**Task description:** Examine each line of the data. Copy those that contain the string "service".
=== Listed records ===
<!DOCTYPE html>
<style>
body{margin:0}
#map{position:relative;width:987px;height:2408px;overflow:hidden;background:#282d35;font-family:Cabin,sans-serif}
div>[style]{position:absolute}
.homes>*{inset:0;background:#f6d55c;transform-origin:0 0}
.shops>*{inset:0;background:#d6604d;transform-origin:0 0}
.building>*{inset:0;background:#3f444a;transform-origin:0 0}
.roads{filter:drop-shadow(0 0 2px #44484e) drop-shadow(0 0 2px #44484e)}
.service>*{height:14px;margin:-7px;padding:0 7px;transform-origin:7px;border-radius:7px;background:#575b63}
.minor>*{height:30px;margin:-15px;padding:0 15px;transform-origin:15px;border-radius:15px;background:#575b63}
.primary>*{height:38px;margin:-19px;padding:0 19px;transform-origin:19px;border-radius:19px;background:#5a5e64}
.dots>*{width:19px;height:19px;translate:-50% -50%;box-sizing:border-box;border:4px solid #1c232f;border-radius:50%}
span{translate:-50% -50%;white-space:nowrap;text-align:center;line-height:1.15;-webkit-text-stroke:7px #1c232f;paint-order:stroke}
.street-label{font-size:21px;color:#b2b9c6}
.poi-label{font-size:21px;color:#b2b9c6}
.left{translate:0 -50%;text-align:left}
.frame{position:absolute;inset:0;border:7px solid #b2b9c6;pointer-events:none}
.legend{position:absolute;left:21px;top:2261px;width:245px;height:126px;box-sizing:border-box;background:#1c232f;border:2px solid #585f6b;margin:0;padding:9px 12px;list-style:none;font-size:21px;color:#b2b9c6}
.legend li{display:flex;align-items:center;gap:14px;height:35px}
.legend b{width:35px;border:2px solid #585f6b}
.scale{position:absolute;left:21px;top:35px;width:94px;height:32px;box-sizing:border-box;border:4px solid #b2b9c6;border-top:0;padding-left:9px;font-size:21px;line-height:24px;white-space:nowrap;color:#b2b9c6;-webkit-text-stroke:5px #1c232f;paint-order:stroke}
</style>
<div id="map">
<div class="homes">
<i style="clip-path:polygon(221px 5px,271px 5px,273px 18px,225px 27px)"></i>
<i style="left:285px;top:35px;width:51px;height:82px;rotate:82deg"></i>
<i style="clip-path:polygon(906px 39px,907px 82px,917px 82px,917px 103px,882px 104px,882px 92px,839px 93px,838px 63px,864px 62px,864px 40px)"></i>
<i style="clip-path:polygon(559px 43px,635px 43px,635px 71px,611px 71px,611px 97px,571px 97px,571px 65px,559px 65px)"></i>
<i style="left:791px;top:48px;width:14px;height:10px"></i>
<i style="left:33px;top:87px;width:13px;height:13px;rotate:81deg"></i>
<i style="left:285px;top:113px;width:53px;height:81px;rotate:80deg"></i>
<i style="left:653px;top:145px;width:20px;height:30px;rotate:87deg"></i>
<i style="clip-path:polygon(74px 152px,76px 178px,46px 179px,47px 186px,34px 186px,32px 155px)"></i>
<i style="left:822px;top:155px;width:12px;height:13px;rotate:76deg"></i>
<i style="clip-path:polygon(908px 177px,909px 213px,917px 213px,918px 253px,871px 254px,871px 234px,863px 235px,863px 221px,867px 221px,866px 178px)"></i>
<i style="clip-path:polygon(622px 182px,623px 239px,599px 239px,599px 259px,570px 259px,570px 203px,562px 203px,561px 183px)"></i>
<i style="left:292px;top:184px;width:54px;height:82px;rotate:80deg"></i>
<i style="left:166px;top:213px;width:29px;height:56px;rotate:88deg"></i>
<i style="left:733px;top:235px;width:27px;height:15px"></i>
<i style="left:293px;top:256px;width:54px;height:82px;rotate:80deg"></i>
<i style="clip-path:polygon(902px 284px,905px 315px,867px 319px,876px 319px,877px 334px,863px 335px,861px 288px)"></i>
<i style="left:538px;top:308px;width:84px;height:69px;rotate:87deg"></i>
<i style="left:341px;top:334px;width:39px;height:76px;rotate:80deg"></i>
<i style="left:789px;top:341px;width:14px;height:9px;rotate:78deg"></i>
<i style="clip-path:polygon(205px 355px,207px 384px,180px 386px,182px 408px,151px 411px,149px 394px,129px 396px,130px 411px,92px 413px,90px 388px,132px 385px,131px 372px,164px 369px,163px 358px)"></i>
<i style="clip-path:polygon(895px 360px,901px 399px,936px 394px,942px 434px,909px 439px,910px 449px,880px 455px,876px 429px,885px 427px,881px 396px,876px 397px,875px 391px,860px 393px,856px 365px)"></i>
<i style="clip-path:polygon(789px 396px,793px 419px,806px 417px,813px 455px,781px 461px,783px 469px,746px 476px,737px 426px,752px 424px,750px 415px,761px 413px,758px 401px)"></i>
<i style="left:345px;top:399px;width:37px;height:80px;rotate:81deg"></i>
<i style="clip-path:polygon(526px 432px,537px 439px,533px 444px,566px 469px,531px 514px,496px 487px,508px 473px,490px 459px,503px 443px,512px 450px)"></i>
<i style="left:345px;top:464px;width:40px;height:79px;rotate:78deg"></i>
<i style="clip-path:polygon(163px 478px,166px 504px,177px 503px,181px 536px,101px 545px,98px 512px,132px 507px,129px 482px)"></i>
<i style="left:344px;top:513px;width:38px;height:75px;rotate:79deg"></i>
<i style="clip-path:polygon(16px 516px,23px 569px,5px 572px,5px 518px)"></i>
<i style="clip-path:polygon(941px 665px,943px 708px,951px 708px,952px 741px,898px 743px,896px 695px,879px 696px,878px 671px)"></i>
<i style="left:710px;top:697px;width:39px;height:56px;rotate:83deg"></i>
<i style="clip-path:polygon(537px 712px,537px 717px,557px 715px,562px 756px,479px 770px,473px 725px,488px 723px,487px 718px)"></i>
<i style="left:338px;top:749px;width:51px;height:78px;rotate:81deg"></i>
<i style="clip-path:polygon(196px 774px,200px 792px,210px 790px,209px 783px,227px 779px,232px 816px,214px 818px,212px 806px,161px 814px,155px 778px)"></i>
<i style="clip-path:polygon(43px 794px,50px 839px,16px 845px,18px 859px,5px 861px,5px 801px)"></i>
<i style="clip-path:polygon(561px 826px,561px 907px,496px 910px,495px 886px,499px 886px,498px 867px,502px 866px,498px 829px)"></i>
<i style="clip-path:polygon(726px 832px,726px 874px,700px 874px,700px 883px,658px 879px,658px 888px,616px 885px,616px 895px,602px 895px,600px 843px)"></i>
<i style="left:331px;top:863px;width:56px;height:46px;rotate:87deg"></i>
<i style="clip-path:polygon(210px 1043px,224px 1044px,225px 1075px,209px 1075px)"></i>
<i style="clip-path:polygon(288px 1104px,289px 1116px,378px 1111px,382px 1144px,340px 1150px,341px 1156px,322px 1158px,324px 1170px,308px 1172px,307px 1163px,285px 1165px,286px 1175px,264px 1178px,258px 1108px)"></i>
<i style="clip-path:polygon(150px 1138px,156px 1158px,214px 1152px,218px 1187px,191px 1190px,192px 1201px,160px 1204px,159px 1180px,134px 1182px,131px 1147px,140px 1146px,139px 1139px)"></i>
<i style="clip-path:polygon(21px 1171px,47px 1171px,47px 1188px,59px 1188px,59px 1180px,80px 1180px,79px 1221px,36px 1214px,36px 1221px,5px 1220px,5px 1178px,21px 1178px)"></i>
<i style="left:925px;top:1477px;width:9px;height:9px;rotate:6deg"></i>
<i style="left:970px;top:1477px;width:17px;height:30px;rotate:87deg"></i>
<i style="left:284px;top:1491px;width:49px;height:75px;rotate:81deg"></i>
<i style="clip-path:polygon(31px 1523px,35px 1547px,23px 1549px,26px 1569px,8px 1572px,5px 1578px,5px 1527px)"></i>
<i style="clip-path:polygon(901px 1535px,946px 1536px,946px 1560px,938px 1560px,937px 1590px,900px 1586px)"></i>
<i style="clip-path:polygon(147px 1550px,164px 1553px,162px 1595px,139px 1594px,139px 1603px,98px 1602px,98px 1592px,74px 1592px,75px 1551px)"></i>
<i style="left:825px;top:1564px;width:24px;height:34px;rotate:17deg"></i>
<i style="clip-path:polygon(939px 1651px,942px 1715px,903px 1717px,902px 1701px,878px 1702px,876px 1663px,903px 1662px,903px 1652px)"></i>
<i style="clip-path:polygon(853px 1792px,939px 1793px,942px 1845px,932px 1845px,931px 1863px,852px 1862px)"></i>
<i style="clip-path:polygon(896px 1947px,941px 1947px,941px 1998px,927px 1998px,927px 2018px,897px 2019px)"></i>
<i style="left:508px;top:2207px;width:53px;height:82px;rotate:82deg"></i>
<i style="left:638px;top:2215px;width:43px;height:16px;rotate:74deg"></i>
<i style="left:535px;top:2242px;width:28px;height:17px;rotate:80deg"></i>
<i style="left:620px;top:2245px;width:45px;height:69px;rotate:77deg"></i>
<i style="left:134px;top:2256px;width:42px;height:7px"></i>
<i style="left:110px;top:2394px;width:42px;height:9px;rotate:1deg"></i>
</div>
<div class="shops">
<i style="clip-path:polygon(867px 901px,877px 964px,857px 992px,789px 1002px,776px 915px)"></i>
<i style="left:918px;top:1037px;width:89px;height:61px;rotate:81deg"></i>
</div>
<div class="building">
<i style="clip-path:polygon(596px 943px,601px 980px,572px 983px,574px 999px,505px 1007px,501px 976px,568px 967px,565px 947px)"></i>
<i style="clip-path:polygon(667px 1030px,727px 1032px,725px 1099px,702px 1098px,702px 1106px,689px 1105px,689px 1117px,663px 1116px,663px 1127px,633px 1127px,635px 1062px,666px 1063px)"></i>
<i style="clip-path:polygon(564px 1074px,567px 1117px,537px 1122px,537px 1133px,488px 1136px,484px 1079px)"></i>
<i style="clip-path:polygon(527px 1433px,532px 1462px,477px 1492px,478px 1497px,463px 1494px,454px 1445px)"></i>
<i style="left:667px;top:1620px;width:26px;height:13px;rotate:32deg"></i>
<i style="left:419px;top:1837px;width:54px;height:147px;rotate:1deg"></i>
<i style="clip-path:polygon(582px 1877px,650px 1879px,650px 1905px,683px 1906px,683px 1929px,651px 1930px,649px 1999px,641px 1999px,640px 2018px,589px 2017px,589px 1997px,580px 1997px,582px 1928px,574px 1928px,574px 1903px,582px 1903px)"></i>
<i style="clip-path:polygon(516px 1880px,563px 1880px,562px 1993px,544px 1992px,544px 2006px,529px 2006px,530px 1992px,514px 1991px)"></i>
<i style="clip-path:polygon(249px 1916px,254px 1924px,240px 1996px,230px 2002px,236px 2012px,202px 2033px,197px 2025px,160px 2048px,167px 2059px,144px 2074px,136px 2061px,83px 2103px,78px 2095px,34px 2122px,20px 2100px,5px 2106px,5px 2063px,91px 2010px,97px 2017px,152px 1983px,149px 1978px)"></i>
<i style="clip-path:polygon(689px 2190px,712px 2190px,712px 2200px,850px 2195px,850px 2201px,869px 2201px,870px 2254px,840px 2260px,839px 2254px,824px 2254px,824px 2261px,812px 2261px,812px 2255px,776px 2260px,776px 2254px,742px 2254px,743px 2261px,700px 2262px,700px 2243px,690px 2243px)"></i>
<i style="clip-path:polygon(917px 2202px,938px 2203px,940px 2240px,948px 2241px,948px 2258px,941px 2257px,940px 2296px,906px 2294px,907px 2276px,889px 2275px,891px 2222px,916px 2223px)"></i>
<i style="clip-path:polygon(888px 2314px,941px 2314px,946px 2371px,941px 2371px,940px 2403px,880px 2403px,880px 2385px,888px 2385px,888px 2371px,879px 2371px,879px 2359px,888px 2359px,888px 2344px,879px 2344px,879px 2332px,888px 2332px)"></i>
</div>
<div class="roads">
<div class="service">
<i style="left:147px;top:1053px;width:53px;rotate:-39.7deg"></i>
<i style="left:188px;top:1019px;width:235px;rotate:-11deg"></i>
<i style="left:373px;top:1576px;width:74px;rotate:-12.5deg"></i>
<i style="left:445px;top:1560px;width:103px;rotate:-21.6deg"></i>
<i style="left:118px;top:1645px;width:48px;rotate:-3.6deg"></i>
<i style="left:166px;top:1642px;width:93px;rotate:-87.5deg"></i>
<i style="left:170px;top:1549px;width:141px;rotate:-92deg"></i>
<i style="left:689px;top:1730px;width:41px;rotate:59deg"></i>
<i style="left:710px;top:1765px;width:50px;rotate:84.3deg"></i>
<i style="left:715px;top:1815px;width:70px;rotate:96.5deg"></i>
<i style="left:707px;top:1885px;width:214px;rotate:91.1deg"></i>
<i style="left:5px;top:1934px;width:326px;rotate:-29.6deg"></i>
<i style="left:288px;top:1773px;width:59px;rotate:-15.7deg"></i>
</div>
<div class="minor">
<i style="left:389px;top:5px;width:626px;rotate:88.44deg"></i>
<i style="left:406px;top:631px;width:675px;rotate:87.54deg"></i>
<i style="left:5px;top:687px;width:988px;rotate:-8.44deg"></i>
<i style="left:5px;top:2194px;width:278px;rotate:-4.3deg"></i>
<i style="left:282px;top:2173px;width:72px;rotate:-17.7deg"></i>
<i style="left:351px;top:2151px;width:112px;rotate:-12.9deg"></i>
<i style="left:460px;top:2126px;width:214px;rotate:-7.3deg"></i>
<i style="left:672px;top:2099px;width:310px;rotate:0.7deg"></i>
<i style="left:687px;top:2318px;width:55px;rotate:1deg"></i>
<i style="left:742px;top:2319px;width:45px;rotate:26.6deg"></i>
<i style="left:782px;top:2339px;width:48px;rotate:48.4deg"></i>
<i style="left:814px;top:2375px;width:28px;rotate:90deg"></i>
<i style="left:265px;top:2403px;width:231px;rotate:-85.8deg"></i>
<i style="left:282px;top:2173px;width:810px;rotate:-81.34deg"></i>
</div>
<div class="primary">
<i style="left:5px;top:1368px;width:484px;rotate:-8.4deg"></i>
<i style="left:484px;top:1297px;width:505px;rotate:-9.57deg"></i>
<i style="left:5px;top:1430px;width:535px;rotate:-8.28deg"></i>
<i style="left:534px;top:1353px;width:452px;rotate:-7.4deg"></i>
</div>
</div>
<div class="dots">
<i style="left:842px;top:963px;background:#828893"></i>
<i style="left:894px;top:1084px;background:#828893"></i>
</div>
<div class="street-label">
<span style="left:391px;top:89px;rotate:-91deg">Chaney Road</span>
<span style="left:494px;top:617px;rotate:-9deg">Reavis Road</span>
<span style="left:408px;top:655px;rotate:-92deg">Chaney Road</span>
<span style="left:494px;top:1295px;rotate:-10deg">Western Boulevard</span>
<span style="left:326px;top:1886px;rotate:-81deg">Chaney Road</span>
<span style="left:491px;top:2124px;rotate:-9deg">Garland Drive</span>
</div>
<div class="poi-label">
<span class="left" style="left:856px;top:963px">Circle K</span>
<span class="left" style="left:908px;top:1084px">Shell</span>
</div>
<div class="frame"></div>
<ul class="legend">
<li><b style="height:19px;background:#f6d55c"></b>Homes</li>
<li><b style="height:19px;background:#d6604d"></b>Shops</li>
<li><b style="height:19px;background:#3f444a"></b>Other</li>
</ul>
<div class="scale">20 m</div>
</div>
===
**Answer area:**
.service>*{height:14px;margin:-7px;padding:0 7px;transform-origin:7px;border-radius:7px;background:#575b63}
<div class="service">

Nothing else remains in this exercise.